Re: [PATCH] dma-fence: Make dma_fence_add_callback() fail if signaled with error

Ezequiel Garcia <ezequiel@xxxxxxxxxxxxx> · Wed, 16 May 2018 15:27:15 -0300

On Wed, 2018-05-16 at 12:26 +0200, Lucas Stach wrote:
> Am Mittwoch, den 16.05.2018, 11:42 +0200 schrieb Daniel Vetter:
> > On Tue, May 15, 2018 at 01:16:30PM +0100, Chris Wilson wrote:
> > > Quoting Ezequiel Garcia (2018-05-14 22:28:31)
> > > > On Mon, 2018-05-14 at 18:48 +0200, Daniel Vetter wrote:
> > > > > On Fri, May 11, 2018 at 08:27:41AM +0100, Chris Wilson wrote:
> > > > > > Quoting Ezequiel Garcia (2018-05-09 21:14:49)
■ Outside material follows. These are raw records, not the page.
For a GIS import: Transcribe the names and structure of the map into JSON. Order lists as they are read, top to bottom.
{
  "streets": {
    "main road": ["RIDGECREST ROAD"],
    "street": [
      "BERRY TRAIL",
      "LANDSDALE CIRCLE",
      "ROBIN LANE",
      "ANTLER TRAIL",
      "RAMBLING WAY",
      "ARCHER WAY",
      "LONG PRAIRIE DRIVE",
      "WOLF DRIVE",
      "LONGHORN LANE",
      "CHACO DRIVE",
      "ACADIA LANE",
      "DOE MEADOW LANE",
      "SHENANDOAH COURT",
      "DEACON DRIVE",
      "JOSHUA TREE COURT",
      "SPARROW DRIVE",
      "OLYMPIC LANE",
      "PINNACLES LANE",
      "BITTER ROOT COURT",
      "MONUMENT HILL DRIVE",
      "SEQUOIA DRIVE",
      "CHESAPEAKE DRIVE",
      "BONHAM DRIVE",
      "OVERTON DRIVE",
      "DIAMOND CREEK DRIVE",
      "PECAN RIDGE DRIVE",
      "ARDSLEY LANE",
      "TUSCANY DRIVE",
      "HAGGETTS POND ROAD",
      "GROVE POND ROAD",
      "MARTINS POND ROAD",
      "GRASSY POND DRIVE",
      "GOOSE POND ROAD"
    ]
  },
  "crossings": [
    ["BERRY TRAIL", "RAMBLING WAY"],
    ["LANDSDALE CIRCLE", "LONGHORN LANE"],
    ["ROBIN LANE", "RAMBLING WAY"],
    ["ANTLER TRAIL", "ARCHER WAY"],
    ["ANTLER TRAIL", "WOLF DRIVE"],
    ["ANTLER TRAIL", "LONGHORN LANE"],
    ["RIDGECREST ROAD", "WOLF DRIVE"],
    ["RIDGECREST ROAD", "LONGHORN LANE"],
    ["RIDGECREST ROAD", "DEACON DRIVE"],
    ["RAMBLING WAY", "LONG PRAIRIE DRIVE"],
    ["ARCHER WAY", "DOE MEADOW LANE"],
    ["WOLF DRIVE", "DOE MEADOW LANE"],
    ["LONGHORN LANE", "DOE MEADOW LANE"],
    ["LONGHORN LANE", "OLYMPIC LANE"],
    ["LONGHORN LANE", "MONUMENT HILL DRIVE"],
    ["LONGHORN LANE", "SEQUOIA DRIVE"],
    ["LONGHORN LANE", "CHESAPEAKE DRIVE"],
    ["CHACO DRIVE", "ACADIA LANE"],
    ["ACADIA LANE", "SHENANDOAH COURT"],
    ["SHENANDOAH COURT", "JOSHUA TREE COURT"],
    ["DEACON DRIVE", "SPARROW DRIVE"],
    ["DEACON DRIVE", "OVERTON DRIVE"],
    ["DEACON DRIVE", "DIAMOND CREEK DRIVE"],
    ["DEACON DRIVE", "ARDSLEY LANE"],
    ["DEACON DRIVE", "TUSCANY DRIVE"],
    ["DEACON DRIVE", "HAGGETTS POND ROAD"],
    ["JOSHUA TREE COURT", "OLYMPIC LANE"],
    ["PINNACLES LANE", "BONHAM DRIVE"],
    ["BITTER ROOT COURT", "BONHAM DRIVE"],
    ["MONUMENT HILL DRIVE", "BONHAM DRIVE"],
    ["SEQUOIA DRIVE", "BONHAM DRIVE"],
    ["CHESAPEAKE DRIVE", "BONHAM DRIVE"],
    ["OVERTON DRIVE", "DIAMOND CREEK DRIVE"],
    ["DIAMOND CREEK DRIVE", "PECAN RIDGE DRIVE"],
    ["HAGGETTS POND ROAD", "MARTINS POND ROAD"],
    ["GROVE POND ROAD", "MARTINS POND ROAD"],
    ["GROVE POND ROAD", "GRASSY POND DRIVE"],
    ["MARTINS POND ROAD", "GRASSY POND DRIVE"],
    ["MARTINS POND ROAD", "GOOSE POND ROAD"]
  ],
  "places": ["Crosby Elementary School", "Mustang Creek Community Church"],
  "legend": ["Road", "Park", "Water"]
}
> > > > > > > Change how dma_fence_add_callback() behaves, when the fence
> > > > > > > has error-signaled by the time it is being add. After this commit,
> > > > > > > dma_fence_add_callback() returns the fence error, if it
> > > > > > > has error-signaled before dma_fence_add_callback() is called.
> > > > > > 
> > > > > > Why? What problem are you trying to solve? fence->error does not imply
> > > > > > that the fence has yet been signaled, and the caller wants a callback
> > > > > > when it is signaled.
> > > > > 
> > > > > On top this is incosistent, e.g. we don't do the same for any of the other
> > > > > dma_fence interfaces. Plus there's the issue that you might alias errno
> > > > > values with fence errno values.
> > > > > 
> > > > 
> > > > Right.
> > > > 
> > > > > I think keeping the error codes from the functions you're calling distinct
> > > > > from the error code of the fence itself makes a lot of sense. The first
> > > > > tells you whether your request worked out (or why not), the second tells
> > > > > you whether the asynchronous dma operation (gpu rendering, page flip,
> > > > > whatever) that the dma_fence represents worked out (or why not). That's 2
> > > > > distinct things imo.
> > > > > 
> > > > > Might be good to show us the driver code that needs this behaviour so we
> > > > > can discuss how to best handle your use-case.
> > > > > 
> > > > 
> > > > This change arose while discussing the in-fences support for video4linux.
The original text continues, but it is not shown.